§ Goal of the exercise:
Lines with "display": pull these out of the listing below.

Entries shown below:

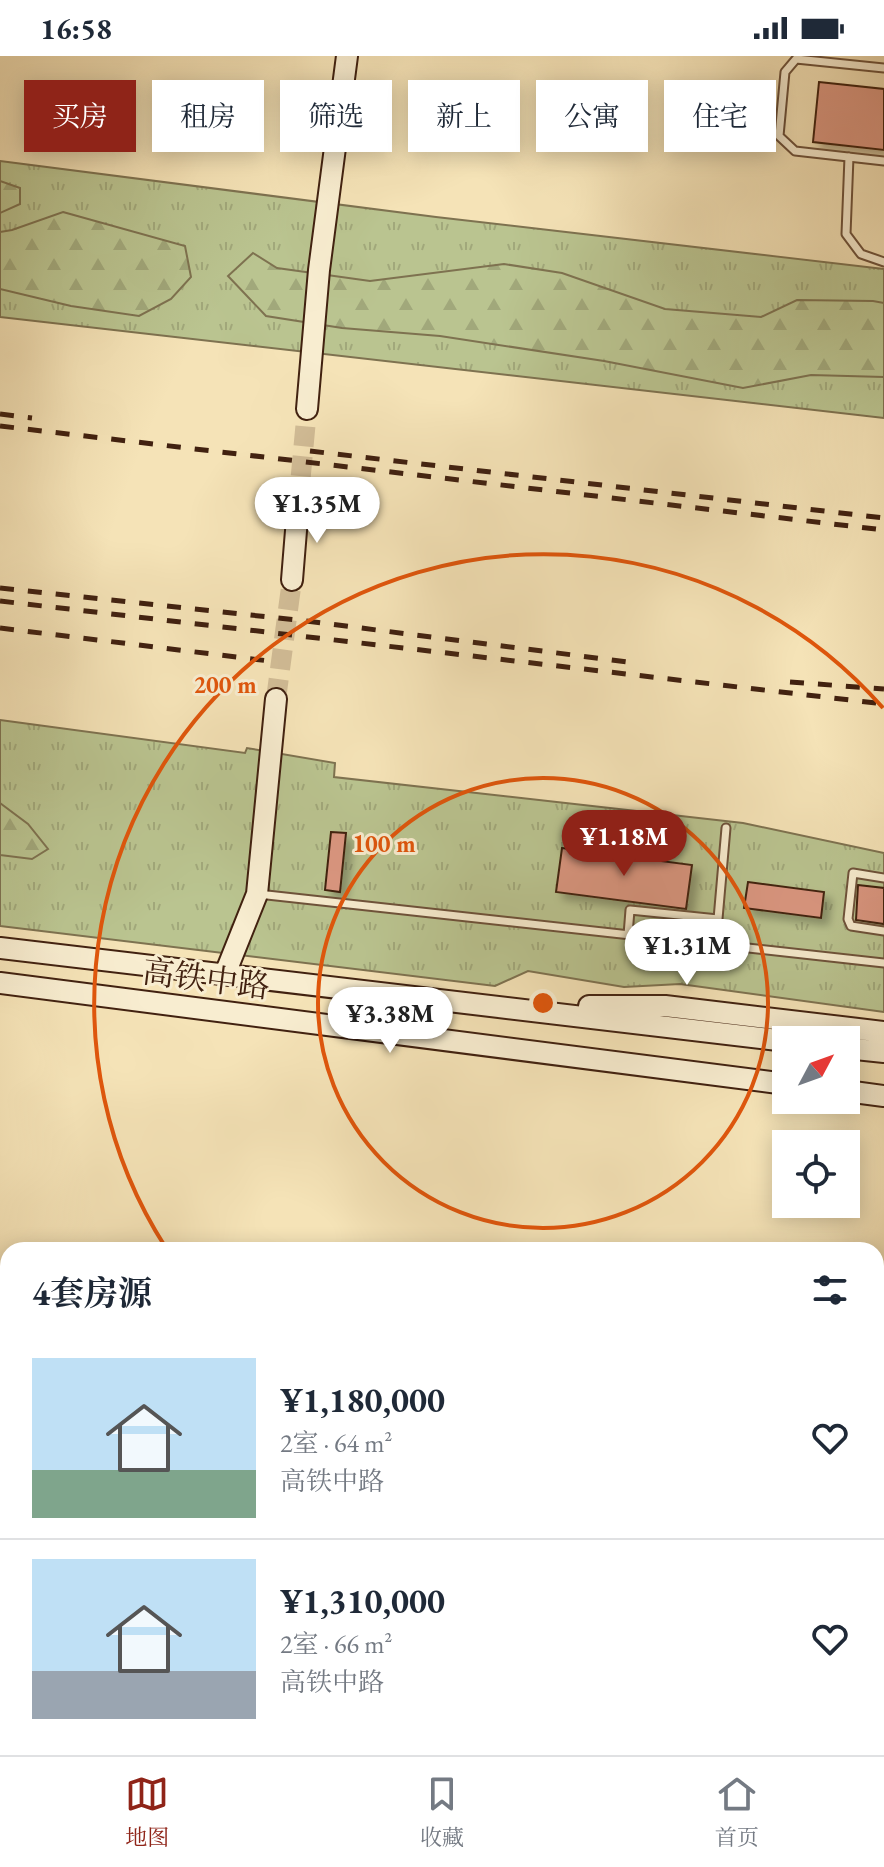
<!DOCTYPE html>
<html lang="zh">
<head>
<meta charset="utf-8">
<style>
  :root { --surface:#fff; --page:#f6f6f7; --text:#1f2937; --muted:#747a83; --line:#e0e1e3; --accent:#8f2418 }
  body { margin:0; font-family:"EB Garamond","Noto Serif SC",serif; background:var(--page); color:var(--text); height:100vh; display:flex; flex-direction:column; font-size:30px; white-space:nowrap }
  * { box-sizing:border-box; margin:0 }
  p { font-size:26px; color:var(--muted) }
  .icon { flex:none; width:44px; height:44px; fill:none; stroke:currentColor; stroke-width:2; stroke-linecap:round; stroke-linejoin:round }
  .map { position:relative; flex:1; overflow:hidden }
  .details { position:absolute; left:0px; top:1186px; width:884px; height:514px; display:flex; flex-direction:column; background:var(--surface); border-radius:24px 24px 0 0; box-shadow:0 4px 20px #0003 }
  .details>* { flex:none }
  .guide { position:absolute; left:24px; top:24px; width:836px; height:72px; display:flex; gap:16px }
  .needle { width:52px; rotate:49deg }
  .tools { position:absolute; left:772px; top:970px; display:grid; gap:16px }
  .tools a { display:grid; place-items:center; width:88px; height:88px; border-radius:0px; background:var(--surface); box-shadow:0 4px 20px #0003; font-size:40px }
  .price { position:absolute; translate:-50% -68px; padding:0 18px; border-radius:28px; background:#fff; color:#222; font-size:26px; line-height:52px; filter:drop-shadow(0 2px 4px #0008) }
  .price::after { content:''; position:absolute; left:50%; top:48px; width:24px; height:18px; margin-left:-12px; background:inherit; clip-path:polygon(0 0,100% 0,50% 100%) }
  .price.selected { background:var(--accent); color:#fff }
  ul { padding:0; list-style:none }
  li { display:flex; align-items:center; gap:24px; height:200px; padding:0 32px }
  li+li { border-top:2px solid var(--line) }
  li span { display:grid; place-items:center; flex:none; width:224px; height:160px; border-radius:0px; color:#555 }
  li>.icon { margin-inline-start:auto }
  span .icon { width:96px; height:96px; fill:#fffc; stroke-width:1 }
  li b { font-size:34px }
  h2 { display:flex; justify-content:space-between; align-items:center; height:96px; padding:0 32px; font-size:34px }
  .pill { padding:0 28px; border-radius:0px; background:var(--surface); box-shadow:0 4px 20px #0003; font-size:28px; line-height:72px }
  .pill.selected { background:var(--accent); color:#fff }
  .status { display:flex; justify-content:space-between; align-items:center; height:56px; padding:0 40px; background:var(--surface); direction:ltr }
  .status svg { height:22px; fill:currentColor }
  .tabs { display:flex; justify-content:space-around; align-items:center; height:112px; border-top:2px solid var(--line); background:var(--surface); font-size:22px; color:var(--muted) }
  .tabs a { display:grid; justify-items:center; gap:4px }
  .tabs .selected { color:var(--accent) }
  .map>svg:first-child { display:block }
  .grass { fill:url(#grass-tufts); stroke:#7e7250; stroke-width:2 }
  .forest { fill:url(#forest-firs); stroke:#7e7250; stroke-width:2 }
  .building { fill:#da9680; stroke:#412110; stroke-width:2; filter:url(#shadow) }
  .lines { fill:none; stroke-linecap:round; stroke-linejoin:round }
  .secondary-tunnel { stroke:#d1bc96; stroke-width:20; stroke-dasharray:20 10; stroke-linecap:butt }
  .lane-casing { stroke:#6e523a; stroke-width:11 }
  .secondary-casing { stroke:#412110; stroke-width:24 }
  .highway-casing { stroke:#412110; stroke-width:30 }
  .lane { stroke:#f8edd0; stroke-width:7 }
  .secondary { stroke:#f8edd0; stroke-width:20 }
  .highway { stroke:#f5e3b7; stroke-width:26 }
  .rail { stroke:#412110; stroke-width:5; stroke-dasharray:14 14; stroke-linecap:butt }
  .ring { fill:none; stroke:#e0560c; stroke-width:4 }
  .labels { text-anchor:middle; dominant-baseline:central; stroke-width:6; stroke-linejoin:round; paint-order:stroke }
  .street-label { font-size:32px; fill:#412110; stroke:#f8edd0 }
  .centre { fill:#e0560c; stroke:#f8edd0; stroke-width:4 }
  .ring-label { font-size:24px; text-anchor:middle; font-weight:bold; fill:#e0560c; stroke:#f8edd0; stroke-width:6; stroke-linejoin:round; paint-order:stroke }
</style>
</head>
<body>
<div class="status"><b>16:58</b><svg viewBox="0 0 49 12"><path d="M0 12V9h3v3zM5 12V6h3v6zM10 12V3h3v9zM15 12V0h3v12zM26 1h20v11H26zM47 4h2v5h-2z"/></svg></div>
<div class="map">
<svg width="884" height="1699" viewBox="0 0 884 1699">
  <defs>
    <pattern id="grass-tufts" width="24" height="20" patternUnits="userSpaceOnUse" patternTransform="scale(2)"><rect width="24" height="20" fill="#bac490"/><path d="M3 7l-1-3M5 7V3M7 7l1-3M15 17l-1-3M17 17v-4M19 17l1-3" fill="none" stroke="#a1a87b"/></pattern>
    <pattern id="forest-firs" width="22" height="20" patternUnits="userSpaceOnUse" patternTransform="scale(2)"><rect width="22" height="20" fill="#bac490"/><path d="M5 1l3.5 6h-7zM16 11l3.5 6h-7z" fill="#a1a87b"/></pattern>
    <filter id="shadow"><feDropShadow dx="7" dy="7" stdDeviation="4" flood-color="#0004"/></filter>
  </defs>
  <rect width="100%" height="100%" fill="#f5e3b7"/>
  <filter id="stains"><feTurbulence type="fractalNoise" baseFrequency=".0025" numOctaves="4"/><feColorMatrix values="0 0 0 0 .2 0 0 0 0 .09 0 0 0 0 .02 0 0 0 .5 -.17"/></filter>
  <radialGradient id="worn" r=".72"><stop offset=".6" stop-color="#630" stop-opacity="0"/><stop offset="1" stop-color="#630" stop-opacity=".3"/></radialGradient>
  <path class="grass" d="M 0,105 L 436,161 L 884,213 L 884,362 L 0,261 Z
    M 0,664 L 245,697 L 247,692 L 335,707 L 334,721 L 743,767 L 884,797 L 884,956 L 680,928 L 624,931 L 528,915 L 495,930 L 0,870 Z"/>
  <path class="forest" d="M 0,125 L 20,132 L 20,148 L 0,157 Z
    M 63,156 L 185,190 L 191,221 L 171,243 L 139,260 L 71,250 L 0,233 L 0,176 L 12,174 Z
    M 253,197 L 277,212 L 370,225 L 504,208 L 562,217 L 665,253 L 761,261 L 797,244 L 873,245 L 884,247 L 884,321 L 811,319 L 743,332 L 604,305 L 440,280 L 342,272 L 266,260 L 228,220 Z
    M 0,747 L 28,768 L 48,793 L 32,803 L 0,799 Z"/>
  <path class="building" d="M 819,26 L 884,33 L 884,94 L 813,86 Z
    M 331,776 L 346,777 L 340,836 L 325,834 Z
    M 562,792 L 692,809 L 686,853 L 556,836 Z
    M 748,826 L 824,836 L 821,862 L 744,852 Z
    M 858,829 L 884,832 L 884,868 L 856,864 Z"/>
  <g class="lines">
    <path class="secondary-tunnel" d="M 298,450 L 307,353
      M 276,643 L 292,524"/>
    <defs>
      <path id="lane" d="M 884,12 L 796,3 L 785,16 L 779,80 L 795,95 L 884,105
        M 849,101 L 846,178 L 861,198 L 884,206
        M 884,822 L 853,817 L 848,863 L 851,870 L 884,875
        M 258,838 L 884,907
        M 628,879 L 630,854 L 718,863 L 726,772"/>
      <path id="secondary" d="M 307,353 L 319,214 L 347,0
        M 292,524 L 298,450
        M 0,892 L 786,985
        M 225,918 L 257,838 L 276,643
        M 0,927 L 786,1028
        M 589,950 L 665,950 L 884,976
        M 846,992 L 884,996
        M 846,1035 L 884,1040
        M 876,1514 L 884,1515
        M 876,1582 L 884,1581
        M 429,1699 L 437,1692
        M 565,1699 L 574,1692"/>
      <path id="highway" d="M 876,1421 L 884,1416
        M 467,1699 L 475,1692
        M 515,1699 L 524,1692"/>
    </defs>
    <use href="#lane" class="lane-casing"/>
    <use href="#secondary" class="secondary-casing"/>
    <use href="#highway" class="highway-casing"/>
    <use href="#lane" class="lane"/>
    <use href="#secondary" class="secondary"/>
    <use href="#highway" class="highway"/>
    <path class="rail" d="M 0,358 L 32,362
      M 0,370 L 884,474
      M 310,395 L 884,462
      M 0,532 L 306,565 L 628,606
      M 0,545 L 884,648
      M 0,572 L 269,605
      M 790,626 L 884,633"/>
  </g>
  <g class="ring">
    <circle cx="543" cy="947" r="225"/>
    <path d="M166 1192A450 450 0 0 1 883 652"/>
  </g>
  <g class="labels">
    <g class="street-label">
      <text transform="translate(206 923) rotate(7)">高铁中路</text>
    </g>
  </g>
  <circle cx="543" cy="947" r="12" class="centre"/>
  <g class="ring-label">
    <text x="225" y="637">200 m</text>
    <text x="384" y="796">100 m</text>
  </g>
  <rect width="100%" height="100%" filter="url(#stains)"/>
  <rect width="100%" height="100%" fill="url(#worn)"/>
</svg>
<div class="tools">
<a><svg class="needle" viewBox="-14 -14 28 28"><path d="M0-13l5 13h-10z" fill="#e53935"/><path d="M0 13l5-13h-10z" fill="#747a83"/></svg></a>
<a><svg class="icon" aria-label="locate" viewBox="0 0 24 24"><circle cx="12" cy="12" r="6"/><path d="M12 2v4M12 18v4M2 12h4M18 12h4"/></svg></a>
</div>
<b class="price" style="left:317px;top:489px">¥1.35M</b>
<b class="price selected" style="left:624px;top:822px">¥1.18M</b>
<b class="price" style="left:687px;top:931px">¥1.31M</b>
<b class="price" style="left:390px;top:999px">¥3.38M</b>
<div class="guide">
<a class="pill selected">买房</a>
<a class="pill">租房</a>
<a class="pill">筛选</a>
<a class="pill">新上</a>
<a class="pill">公寓</a>
<a class="pill">住宅</a>
</div>
<section class="details">
<h2>4套房源<svg class="icon" aria-label="filters" viewBox="0 0 24 24"><path d="M4 7h16M4 17h16"/><circle cx="9" cy="7" r="2"/><circle cx="15" cy="17" r="2"/></svg></h2>
<ul>
<li><span style="background:linear-gradient(#bfe0f5 70%,#7fa58c 0)"><svg class="icon" aria-label="home" viewBox="0 0 24 24"><path d="M3 11l9-7 9 7M6 9v11h12V9"/></svg></span><div><b>¥1,180,000</b><p>2室 · 64 m²</p><p>高铁中路</p></div><svg class="icon" aria-label="heart" viewBox="0 0 24 24"><path d="M12 20l-8-8c-3-5 5-10 8-4 3-6 11-1 8 4z"/></svg></li>
<li><span style="background:linear-gradient(#bfe0f5 70%,#9aa5b1 0)"><svg class="icon" aria-label="home" viewBox="0 0 24 24"><path d="M3 11l9-7 9 7M6 9v11h12V9"/></svg></span><div><b>¥1,310,000</b><p>2室 · 66 m²</p><p>高铁中路</p></div><svg class="icon" aria-label="heart" viewBox="0 0 24 24"><path d="M12 20l-8-8c-3-5 5-10 8-4 3-6 11-1 8 4z"/></svg></li>
</ul>
</section>
</div>
<nav class="tabs">
<a class="selected"><svg class="icon" aria-label="map" viewBox="0 0 24 24"><path d="M3 6l6-2 6 2 6-2v14l-6 2-6-2-6 2zM9 4v14M15 6v14"/></svg>地图</a>
<a><svg class="icon" aria-label="saved" viewBox="0 0 24 24"><path d="M7 4h10v16l-5-4-5 4z"/></svg>收藏</a>
<a><svg class="icon" aria-label="home" viewBox="0 0 24 24"><path d="M3 11l9-7 9 7M6 9v11h12V9"/></svg>首页</a>
</nav>
</body>
</html>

End of Entries shown.

§ Result of this exercise:
  body { margin:0; font-family:"EB Garamond","Noto Serif SC",serif; background:var(--page); color:var(--text); height:100vh; display:flex; flex-direction:column; font-size:30px; white-space:nowrap }
  .details { position:absolute; left:0px; top:1186px; width:884px; height:514px; display:flex; flex-direction:column; background:var(--surface); border-radius:24px 24px 0 0; box-shadow:0 4px 20px #0003 }
  .guide { position:absolute; left:24px; top:24px; width:836px; height:72px; display:flex; gap:16px }
  .tools { position:absolute; left:772px; top:970px; display:grid; gap:16px }
  .tools a { display:grid; place-items:center; width:88px; height:88px; border-radius:0px; background:var(--surface); box-shadow:0 4px 20px #0003; font-size:40px }
  li { display:flex; align-items:center; gap:24px; height:200px; padding:0 32px }
  li span { display:grid; place-items:center; flex:none; width:224px; height:160px; border-radius:0px; color:#555 }
  h2 { display:flex; justify-content:space-between; align-items:center; height:96px; padding:0 32px; font-size:34px }
  .status { display:flex; justify-content:space-between; align-items:center; height:56px; padding:0 40px; background:var(--surface); direction:ltr }
  .tabs { display:flex; justify-content:space-around; align-items:center; height:112px; border-top:2px solid var(--line); background:var(--surface); font-size:22px; color:var(--muted) }
  .tabs a { display:grid; justify-items:center; gap:4px }
  .map>svg:first-child { display:block }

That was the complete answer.